I only found a cheat sheet for OpenCV_C++ 2.7.0, but none for OpenCV_Python.
I saw the official OpenCV 3.0.0 documentation for Python as well, but that only shows a few general-purpose functions.
Is there any source or document (or book) that I can learn all the possible functions of OpenCV_Python?
There is one here:
OpenCV 4.x for Python cheat sheet
I hope it's useful ;)
The best documentation is the code followed by the API. I find myself referring to the API frequently. Although all of the C++ API is not available in Python, all of the Python functions can be found in the C++ API, since it is generated from them. Additionally it is useful to know numpy, since the Mat class is represented in Python as a numpy array.
OpenCV is kind of a hodge podge of algorithms, there are a lot of tutorials that are useful to go through to gain some understanding of the different capabilities available, but it isn't very linear.

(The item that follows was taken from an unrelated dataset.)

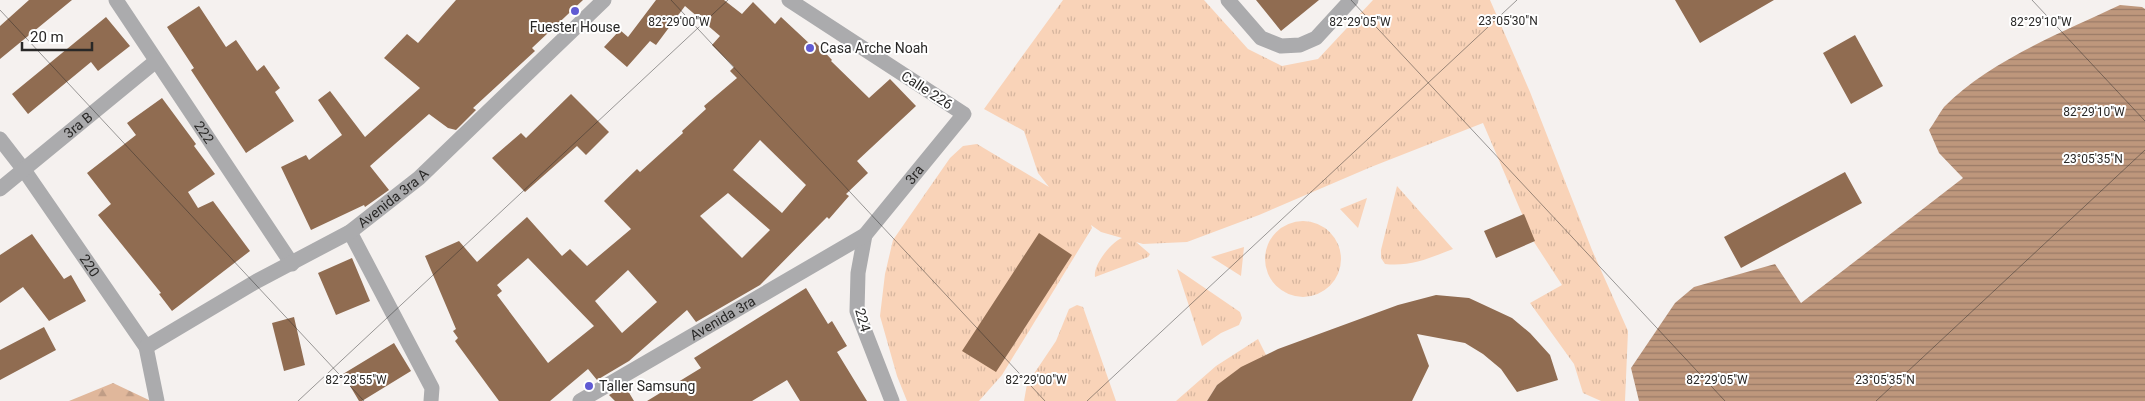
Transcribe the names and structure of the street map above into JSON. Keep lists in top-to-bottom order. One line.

If you do want something a little more organized and linear, I recommend finding a good book, I would start with Learning OpenCV, by Gary Bradski. Although I haven't been through the latest edition, I thought the book was helpful. There are a lot of other great books, tutorials, and blogs. Books and blogs will fail to cover in detail every available function and algorithm, so there will still be gaps to fill. Take your time and remember, Rome wasn't built in a day.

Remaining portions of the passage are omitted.